L’adolescence, je trouve ça fascinant. C’est quand même une période de changements énormes. Dans les têtes, dans les corps physiques et sociaux, tout change et personne n’est vraiment prêt pour ça.
Et bien, y a de ça dans La danse des renards. On a là un film qui pose un regard sur l’incertitude de l’adolescence à travers des prismes hyper concrets. Sur ce que c’est, quand on est ados, de ne pas savoir où on en est ni ce que l'on va devenir
En passant plein de contrastes, Valéry Carnoy pose des situations qui ouvrent des possibles.
Pour Camille, qui se questionne en permanence sur ce qu’il vit, comment il le vit, avec qui et pourquoi ça lui arrive à lui.
Ensuite, pour son meilleur pote Matteo et ses doutes à lui sur le regard des autres, sa place dans le groupe et une absence de repères parentaux solides.
Et pour cause, tout le monde doute, tout le monde.
Puisque l'adolescence c'est la prise de conscience que l'on peut être quelqu'un d'autre, que l'on peut se dissocier du groupe, tout est possible donc tout est incertain.
Le rapport de l’individu au groupe et sa réciproque est très important ici. Qu'il s'agisse de s'y intégrer ou de s'en éloigner, les ruptures sont nombreuses, brutales et soudaines. Du jour au lendemain, le collectif peut se retourner contre moi.
Tout ça dans le cadre d'un contexte dont la vie est rythmée par un sport où on se fout sur la gueule à base de gnons, pains et parades bien senties.
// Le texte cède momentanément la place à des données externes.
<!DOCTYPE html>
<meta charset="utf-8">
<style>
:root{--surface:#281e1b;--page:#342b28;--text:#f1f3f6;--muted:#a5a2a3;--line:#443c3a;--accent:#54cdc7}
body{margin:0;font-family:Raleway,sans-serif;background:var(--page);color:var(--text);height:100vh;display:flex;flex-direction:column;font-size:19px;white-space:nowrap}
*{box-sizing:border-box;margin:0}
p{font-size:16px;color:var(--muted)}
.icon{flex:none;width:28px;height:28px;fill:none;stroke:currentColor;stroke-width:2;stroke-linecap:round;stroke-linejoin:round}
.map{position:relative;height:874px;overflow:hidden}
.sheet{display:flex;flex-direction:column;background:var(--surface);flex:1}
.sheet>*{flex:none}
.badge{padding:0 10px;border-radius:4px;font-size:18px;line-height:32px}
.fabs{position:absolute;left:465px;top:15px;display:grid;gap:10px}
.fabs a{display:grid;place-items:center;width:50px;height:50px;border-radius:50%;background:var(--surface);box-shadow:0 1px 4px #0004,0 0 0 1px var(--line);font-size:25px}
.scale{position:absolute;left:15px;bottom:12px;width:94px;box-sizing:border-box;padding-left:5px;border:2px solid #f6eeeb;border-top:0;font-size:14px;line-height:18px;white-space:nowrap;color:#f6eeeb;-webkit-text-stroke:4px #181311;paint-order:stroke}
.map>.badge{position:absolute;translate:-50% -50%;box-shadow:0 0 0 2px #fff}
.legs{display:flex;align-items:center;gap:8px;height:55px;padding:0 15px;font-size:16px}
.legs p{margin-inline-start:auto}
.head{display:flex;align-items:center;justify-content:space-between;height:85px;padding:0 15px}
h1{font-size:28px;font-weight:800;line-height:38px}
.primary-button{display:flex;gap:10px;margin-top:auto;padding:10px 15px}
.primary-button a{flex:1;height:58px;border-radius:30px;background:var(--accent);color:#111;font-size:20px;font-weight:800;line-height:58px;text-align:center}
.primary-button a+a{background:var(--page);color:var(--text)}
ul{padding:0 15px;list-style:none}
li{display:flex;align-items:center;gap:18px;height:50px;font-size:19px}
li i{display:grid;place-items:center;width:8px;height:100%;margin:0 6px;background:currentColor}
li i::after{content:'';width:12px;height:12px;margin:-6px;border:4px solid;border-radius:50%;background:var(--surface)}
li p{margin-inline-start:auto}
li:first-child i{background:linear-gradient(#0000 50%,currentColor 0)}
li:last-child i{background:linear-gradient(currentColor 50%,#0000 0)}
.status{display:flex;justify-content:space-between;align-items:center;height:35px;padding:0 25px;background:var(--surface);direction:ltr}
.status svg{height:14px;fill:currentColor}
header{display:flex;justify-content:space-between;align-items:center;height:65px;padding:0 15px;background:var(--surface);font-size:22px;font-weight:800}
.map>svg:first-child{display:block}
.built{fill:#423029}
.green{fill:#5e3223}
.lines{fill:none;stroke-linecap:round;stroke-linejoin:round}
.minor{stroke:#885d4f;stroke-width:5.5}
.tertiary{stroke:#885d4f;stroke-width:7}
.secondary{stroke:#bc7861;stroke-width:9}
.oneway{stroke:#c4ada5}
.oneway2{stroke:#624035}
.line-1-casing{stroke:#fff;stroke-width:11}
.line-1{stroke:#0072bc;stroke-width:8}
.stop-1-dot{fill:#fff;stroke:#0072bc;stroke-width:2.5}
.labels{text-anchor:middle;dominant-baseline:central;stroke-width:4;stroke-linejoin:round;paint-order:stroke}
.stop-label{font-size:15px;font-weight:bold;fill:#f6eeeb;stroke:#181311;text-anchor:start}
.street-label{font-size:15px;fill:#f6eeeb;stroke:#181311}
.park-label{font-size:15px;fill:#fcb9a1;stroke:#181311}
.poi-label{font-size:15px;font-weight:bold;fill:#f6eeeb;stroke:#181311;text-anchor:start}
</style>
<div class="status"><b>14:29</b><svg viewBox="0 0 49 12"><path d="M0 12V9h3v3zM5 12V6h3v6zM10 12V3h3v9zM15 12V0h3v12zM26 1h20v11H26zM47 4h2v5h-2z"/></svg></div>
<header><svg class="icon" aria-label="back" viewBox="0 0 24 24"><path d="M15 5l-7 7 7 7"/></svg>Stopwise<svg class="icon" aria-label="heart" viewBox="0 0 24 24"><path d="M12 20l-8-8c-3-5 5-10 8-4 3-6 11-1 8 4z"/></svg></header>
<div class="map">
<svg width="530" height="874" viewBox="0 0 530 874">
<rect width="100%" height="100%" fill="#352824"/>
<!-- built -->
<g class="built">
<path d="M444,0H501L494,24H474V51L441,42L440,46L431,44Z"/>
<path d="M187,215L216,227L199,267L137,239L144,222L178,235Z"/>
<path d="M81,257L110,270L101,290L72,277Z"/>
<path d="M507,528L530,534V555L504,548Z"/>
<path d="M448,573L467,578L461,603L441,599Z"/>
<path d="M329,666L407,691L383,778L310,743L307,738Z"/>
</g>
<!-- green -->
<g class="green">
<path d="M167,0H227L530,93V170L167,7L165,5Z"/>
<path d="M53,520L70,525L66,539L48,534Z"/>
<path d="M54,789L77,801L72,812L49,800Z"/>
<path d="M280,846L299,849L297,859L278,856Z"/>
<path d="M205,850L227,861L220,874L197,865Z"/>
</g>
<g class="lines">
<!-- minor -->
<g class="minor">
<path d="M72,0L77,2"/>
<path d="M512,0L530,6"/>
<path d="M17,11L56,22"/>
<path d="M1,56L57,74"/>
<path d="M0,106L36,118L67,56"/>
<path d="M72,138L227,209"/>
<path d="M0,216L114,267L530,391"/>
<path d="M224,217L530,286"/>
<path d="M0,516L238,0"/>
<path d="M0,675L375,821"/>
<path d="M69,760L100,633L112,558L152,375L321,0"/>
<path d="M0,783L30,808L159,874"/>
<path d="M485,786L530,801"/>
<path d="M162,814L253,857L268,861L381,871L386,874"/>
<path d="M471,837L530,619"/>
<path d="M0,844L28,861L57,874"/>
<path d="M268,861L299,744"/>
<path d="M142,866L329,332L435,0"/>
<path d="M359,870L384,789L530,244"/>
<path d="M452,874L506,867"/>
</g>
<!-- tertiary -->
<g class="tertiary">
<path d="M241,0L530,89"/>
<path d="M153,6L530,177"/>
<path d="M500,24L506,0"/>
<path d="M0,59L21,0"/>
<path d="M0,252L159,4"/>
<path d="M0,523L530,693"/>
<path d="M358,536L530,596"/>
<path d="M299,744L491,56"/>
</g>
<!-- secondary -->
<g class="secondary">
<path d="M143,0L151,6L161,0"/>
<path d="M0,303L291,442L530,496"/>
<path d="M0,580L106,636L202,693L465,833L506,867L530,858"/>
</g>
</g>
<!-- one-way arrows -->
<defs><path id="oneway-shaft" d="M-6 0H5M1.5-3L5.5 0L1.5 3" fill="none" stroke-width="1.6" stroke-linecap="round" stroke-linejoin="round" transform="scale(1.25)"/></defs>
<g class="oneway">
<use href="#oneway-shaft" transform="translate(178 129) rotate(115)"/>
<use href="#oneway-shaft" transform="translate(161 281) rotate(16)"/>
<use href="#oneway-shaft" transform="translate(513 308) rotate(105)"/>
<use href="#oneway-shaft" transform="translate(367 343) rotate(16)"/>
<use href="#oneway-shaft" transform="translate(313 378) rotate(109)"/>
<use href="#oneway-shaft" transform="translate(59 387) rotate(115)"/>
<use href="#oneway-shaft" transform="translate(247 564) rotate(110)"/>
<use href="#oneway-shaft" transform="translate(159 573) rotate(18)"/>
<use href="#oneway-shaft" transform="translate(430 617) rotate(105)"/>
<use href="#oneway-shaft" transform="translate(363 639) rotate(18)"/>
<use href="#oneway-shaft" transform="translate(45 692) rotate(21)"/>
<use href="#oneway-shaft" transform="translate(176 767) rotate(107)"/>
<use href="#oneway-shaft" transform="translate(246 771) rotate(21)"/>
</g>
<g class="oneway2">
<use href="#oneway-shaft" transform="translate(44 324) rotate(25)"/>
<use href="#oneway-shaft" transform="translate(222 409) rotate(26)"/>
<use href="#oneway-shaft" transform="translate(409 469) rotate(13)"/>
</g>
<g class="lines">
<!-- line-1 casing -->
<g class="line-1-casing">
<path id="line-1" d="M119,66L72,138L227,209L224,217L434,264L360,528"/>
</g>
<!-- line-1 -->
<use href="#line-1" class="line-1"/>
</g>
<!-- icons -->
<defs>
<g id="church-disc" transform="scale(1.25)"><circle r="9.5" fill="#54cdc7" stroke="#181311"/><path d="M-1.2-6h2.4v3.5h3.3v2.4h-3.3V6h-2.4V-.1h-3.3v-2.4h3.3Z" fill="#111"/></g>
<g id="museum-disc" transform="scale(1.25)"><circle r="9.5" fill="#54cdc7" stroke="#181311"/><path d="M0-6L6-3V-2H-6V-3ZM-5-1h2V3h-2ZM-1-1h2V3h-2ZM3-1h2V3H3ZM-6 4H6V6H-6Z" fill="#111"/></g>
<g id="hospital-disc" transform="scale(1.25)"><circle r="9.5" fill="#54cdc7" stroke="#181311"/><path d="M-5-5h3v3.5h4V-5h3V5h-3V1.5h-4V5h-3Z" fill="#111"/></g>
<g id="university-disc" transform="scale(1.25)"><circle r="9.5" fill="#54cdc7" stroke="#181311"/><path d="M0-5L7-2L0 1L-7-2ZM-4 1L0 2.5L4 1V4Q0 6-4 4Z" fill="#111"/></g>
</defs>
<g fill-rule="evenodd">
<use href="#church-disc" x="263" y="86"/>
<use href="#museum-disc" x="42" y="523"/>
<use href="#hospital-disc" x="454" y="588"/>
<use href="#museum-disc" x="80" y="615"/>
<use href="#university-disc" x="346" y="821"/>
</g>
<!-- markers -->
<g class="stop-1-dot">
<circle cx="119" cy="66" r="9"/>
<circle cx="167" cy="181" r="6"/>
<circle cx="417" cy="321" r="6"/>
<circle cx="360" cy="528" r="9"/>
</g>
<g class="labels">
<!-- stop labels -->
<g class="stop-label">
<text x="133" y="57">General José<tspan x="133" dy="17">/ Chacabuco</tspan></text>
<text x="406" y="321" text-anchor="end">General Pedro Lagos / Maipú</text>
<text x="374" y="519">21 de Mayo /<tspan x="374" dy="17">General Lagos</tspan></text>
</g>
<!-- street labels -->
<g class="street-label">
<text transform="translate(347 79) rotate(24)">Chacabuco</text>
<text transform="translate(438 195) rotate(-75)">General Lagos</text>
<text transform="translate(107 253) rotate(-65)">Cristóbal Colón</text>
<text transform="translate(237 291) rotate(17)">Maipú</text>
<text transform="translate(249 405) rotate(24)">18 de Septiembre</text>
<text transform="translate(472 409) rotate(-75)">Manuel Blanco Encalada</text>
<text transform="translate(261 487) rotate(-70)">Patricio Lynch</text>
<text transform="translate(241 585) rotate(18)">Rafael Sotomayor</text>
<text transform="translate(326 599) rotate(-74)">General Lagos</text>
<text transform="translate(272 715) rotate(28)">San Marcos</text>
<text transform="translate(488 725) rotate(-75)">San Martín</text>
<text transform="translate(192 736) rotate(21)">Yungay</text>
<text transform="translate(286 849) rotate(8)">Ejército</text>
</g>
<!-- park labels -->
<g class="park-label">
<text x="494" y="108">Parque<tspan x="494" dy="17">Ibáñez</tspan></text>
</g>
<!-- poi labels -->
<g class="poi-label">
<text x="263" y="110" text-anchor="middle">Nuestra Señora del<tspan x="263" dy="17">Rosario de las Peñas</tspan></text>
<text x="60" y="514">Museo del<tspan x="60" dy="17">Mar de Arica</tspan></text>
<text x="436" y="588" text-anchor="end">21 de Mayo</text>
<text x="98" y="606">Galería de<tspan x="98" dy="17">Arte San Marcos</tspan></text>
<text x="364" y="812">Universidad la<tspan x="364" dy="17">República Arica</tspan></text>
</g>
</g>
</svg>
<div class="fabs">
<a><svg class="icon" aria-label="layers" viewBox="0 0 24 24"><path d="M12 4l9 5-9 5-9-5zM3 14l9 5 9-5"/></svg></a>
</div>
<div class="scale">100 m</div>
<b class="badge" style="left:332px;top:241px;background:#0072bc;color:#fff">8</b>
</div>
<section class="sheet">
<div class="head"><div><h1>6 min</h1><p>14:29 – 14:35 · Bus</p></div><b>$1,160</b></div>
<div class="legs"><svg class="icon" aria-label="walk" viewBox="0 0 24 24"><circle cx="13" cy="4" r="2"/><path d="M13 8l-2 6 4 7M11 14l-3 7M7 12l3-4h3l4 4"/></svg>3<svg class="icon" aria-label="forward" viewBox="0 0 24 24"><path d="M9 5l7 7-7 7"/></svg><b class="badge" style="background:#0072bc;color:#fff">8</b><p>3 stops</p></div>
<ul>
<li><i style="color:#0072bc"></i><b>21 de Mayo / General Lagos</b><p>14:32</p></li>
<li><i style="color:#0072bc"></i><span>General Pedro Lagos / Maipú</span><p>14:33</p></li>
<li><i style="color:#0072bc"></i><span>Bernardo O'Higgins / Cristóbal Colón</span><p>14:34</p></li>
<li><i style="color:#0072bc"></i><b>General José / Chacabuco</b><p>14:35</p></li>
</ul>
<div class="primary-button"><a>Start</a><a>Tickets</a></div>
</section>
Et au milieu de tout ce boxon, un des nombreux paradoxes de l'ado. On veut exprimer son individualité mais on a besoin de l'autre et de se conformer à la société pour être intégré.
D'où les questions d'appartenance qui ressortent particulièrement dans ce contexte.
Bon, déjà, y a le genre.
Camille, prénom non genré, est un type qui exprime une certaine masculinité alternative dans son groupe. Sa sensibilité, ses vêtements, son attitude envers les filles de son âge tranchent avec l'attitude des autres boxeurs.
Et tout ça trouve un écho dans la relation qu'il entretient avec Yas.
Ces deux ados qui se rapprochent mais dont la nature de la relation ne sera jamais vraiment révélée représentent à eux deux des parcours différents mais qui trouvent une complémentarité élégamment mise en scène.
L'un fait de la boxe anglaise, ne se battant qu'avec les poings et l'autre du taekwondo, ne frappant qu'avec les pieds. Plus encore, toucher le visage y est interdit, on ne peut attaquer la tête qu’au niveau du casque alors que Camille comme ses camarades ressortent ensanglantés ou tuméfiés de coups.
Les biceps, deltoïdes, abdos et autres muscles de la partie supérieure étant prépondérants dans le rapport au corps des masculinistes, j'y vois une manière d'opposer pour compléter. Les dangereux abrutis qui prônent des discours archaïques mettent en avant les gros bras car c'est ça être un homme, un vrai. Pourtant, Yas sait montrer les poings quand elle veut défendre.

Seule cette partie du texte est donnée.